Dans le cas précis de Cuba, cet art est appelé repentismo ou punto cubano (également punto guajiro) et les improvisateurs sont appelés repentistas. On improvise des décimas, des strophes de 10 vers en octosyllabes. Le punto est le nom que l’on donne à la musique d’accompagnement du repentismo, musique dans laquelle les instruments principaux sont le laúd, la guitare, le tres, la clave et le güiro, tous des instruments traditionnels du son Cubano).
Les poètes repentistas cubains improvisent à partir des décimas, de manière alternée avec la musique du punto. Les sujets de l’improvisation sont très variés et universels… bien que le sujet soit souvent le contexte, la circonstance, l’ici et le maintenant. Le repentismo ou punto cubano est, sans aucun doute, la plus importante des traditions populaires, orales, cubaine, d’origine hispanique.

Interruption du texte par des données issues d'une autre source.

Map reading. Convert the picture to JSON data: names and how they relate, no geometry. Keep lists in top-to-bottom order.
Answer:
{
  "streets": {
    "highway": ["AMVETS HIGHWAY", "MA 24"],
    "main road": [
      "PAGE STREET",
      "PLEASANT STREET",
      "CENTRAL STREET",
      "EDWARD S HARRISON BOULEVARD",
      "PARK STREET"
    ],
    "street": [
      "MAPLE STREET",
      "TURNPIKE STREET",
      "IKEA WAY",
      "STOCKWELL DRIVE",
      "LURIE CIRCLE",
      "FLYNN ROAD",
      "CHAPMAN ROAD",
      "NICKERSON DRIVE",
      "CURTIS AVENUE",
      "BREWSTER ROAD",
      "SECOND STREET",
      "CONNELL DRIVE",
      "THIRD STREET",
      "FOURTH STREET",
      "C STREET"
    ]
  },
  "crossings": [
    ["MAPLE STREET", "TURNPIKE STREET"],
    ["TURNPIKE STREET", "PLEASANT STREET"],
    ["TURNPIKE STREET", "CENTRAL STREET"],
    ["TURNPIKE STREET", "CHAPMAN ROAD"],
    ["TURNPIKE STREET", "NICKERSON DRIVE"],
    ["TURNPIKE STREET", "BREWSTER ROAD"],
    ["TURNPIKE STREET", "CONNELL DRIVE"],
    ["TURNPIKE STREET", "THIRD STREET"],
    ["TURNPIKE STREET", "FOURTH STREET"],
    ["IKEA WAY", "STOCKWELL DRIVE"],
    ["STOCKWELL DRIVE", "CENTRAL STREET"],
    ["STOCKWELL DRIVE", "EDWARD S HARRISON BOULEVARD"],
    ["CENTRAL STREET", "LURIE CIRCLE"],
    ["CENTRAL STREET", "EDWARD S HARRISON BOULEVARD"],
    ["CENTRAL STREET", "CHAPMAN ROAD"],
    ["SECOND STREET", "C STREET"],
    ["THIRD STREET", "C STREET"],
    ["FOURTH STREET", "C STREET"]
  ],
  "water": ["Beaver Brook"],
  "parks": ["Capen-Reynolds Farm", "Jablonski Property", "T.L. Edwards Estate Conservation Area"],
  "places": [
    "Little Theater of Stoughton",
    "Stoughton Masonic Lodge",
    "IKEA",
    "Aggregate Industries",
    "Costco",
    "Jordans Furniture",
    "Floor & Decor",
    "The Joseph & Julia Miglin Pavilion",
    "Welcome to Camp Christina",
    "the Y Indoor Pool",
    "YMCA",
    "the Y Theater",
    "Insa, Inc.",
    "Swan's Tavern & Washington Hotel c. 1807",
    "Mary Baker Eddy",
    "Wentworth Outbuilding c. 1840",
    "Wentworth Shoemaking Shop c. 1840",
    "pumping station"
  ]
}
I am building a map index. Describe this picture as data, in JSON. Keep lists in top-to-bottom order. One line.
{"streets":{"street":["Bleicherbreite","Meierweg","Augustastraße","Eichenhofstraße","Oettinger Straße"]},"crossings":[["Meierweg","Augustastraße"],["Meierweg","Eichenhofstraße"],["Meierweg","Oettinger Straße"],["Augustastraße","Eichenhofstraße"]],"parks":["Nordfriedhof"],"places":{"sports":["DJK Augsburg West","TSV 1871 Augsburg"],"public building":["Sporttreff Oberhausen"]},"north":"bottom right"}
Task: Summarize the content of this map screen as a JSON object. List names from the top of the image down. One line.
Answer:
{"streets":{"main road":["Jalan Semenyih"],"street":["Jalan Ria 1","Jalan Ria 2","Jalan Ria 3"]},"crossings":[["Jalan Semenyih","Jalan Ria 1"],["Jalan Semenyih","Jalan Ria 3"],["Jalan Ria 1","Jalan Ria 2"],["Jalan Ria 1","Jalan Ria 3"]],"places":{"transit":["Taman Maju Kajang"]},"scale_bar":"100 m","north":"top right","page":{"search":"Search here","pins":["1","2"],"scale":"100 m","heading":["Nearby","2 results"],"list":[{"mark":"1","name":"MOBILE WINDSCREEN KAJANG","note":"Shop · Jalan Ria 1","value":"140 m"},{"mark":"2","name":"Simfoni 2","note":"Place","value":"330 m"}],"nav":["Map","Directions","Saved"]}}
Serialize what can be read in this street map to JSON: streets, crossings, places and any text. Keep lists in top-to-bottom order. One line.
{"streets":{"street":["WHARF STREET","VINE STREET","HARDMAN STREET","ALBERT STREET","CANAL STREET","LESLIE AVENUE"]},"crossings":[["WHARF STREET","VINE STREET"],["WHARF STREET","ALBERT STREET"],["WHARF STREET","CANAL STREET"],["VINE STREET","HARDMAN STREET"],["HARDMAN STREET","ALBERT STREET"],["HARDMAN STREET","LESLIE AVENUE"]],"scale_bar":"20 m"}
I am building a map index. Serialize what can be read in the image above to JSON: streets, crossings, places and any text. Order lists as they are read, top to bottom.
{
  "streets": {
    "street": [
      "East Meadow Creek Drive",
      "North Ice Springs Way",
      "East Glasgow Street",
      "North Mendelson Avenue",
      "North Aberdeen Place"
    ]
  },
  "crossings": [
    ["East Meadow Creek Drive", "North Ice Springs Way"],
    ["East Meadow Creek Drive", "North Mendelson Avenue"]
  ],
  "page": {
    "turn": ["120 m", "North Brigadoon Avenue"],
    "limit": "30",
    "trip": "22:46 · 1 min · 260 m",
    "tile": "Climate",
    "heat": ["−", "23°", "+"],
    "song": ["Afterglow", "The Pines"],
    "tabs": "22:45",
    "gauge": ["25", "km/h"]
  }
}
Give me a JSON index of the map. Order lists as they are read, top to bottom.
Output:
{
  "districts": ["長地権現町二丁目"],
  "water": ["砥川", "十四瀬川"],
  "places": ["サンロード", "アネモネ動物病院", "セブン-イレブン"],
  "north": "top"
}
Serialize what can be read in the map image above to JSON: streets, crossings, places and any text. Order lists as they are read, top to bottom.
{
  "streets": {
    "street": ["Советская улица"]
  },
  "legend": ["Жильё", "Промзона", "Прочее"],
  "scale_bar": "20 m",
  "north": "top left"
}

Extrait de Breve acercamiento a la historia de la décima y el repentismo en Cuba par Alexis DÍAZ-PIMIENTA
Dans ses poèmes, El Cucalambé évoque aussi le tiple :
Cousine du repentismo, la controversia est une joute entre poètes et musiciens improvisateurs.
Pour ce qui est de la guajira, « guajiro/guajira » signifie « paysan/paysanne ». Cet adjectif a donné son nom à la guajira qui est un genre musical proche du son cubain, dont les paroles sont habituellement composées en décimas et explorent les thématiques de la vie rurale et de l’amour. Tout comme le punto cubano, la guajira est donc une compagne naturelle de la décima. La plus célèbre des guajiras est certainement Guantanamera. Mais le répertoire cubain en la matière est infiniment riche et beau. Je vous invite notamment à explorer les œuvres de Leo Brouwer, Omar Sosa, Camerata Romeu ou encore Celina y Reutilio auxquels notre lecture rendra également hommage.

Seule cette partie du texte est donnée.